Epic Research is not viewable using Internet Explorer. Please try accessing it with an alternate browser.
Cosmos Study

Elective Surgeries Approach Pre-Pandemic Volumes

Abstract: Elective surgery volumes dropped early in the pandemic, but some procedures have returned to predicted levels.
October 20, 2021
Dual-Team Study
Team A:Sam Butler, MDKieran Gallagher, MPHJoe McGuire
Team B:Jim Russell, RPhJustin Lo, PhD MT (ASCP)Lindsay Lin, PhD

In the early months of the pandemic, many hospitals stopped performing elective surgical procedures at the recommendation of the American College of Surgeons and the U.S. Surgeon General.1 We investigated whether common elective surgeries have returned to expected levels.

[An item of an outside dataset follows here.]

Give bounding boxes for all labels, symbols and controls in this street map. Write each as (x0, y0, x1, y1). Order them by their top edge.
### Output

For this study, we defined “elective” as surgical procedures that can be scheduled based on surgeon and patient convenience and are rarely (less than 2% of the time) performed as part of an emergency admission to a hospital. Using these criteria, we identified the following common surgical categories as elective: breast surgery, abdominal hysterectomy, prostate surgery, vaginal hysterectomy, knee prosthesis, and thyroid or parathyroid surgery.

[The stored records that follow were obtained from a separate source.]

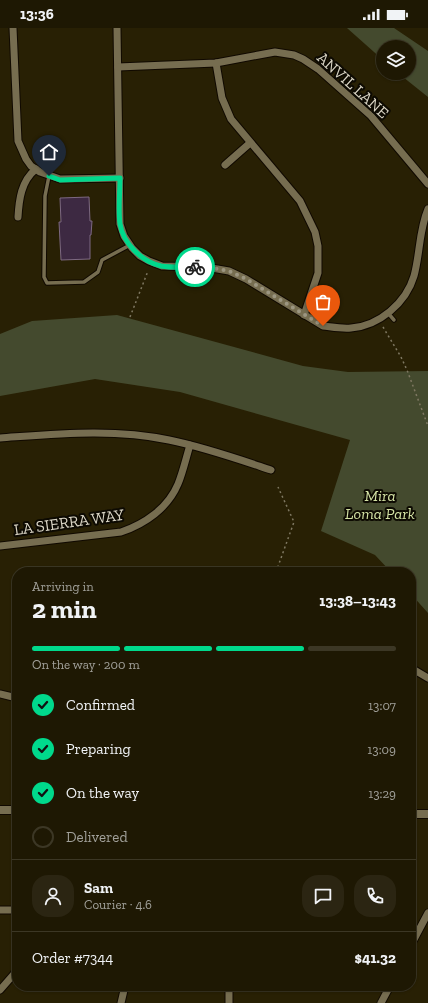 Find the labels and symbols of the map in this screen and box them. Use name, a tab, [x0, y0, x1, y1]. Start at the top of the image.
street label: ANVIL LANE	[313, 48, 393, 122]
pin	[32, 135, 66, 176]
courier	[175, 247, 215, 287]
pin	[306, 285, 340, 326]
park label: Mira Loma Park	[345, 486, 415, 523]
street label: LA SIERRA WAY	[13, 505, 125, 539]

Our analysis shows that the volume of elective surgeries dropped steeply at the beginning of the pandemic and then increased dramatically when states began reopening and hospitals started offering elective services again for all categories.

Figure 1
Elective Surgery Volumes During COVID-19
Elective Surgery Volumes During COVID-19
Observed weekly elective surgery volumes by category from January 2020 to July 2021 compared to predicted volumes. Lockdown refers to the period of time when ACS and the surgeon general suggested limiting elective procedures while post-lockdown represents the time since most organizations began performing elective surgeries.

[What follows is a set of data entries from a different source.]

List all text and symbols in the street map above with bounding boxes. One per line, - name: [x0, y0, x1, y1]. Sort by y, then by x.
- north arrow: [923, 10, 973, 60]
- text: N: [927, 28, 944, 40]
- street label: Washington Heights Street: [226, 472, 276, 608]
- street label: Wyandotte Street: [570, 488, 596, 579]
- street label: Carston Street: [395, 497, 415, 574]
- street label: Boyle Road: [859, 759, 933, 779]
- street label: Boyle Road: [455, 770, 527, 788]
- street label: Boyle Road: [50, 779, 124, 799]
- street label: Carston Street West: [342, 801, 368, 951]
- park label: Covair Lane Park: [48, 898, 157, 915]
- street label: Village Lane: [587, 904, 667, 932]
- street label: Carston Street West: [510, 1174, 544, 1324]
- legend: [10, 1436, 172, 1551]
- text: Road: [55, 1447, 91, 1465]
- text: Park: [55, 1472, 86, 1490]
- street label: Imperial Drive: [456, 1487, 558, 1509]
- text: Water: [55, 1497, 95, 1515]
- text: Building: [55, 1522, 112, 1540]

While all categories of elective surgeries we studied were within 14% of predicted levels after lockdown lifted in June 2020, none appear to have fully made up the deficit of missed surgeries from early in the pandemic. Knee prosthesis and thyroid or parathyroid surgeries showed the lowest volumes compared to expected in the post-lockdown period, in addition to some of the largest drops in volume during the lockdown period.


These data come from Cosmos, a HIPAA-defined Limited Data Set of more than 120 million patients from 141 Epic organizations including 832 hospitals and 13,421 clinics, serving patients in all 50 states. This study was completed by two teams, each composed of a clinician and research scientists who worked independently. The two teams came to similar conclusions.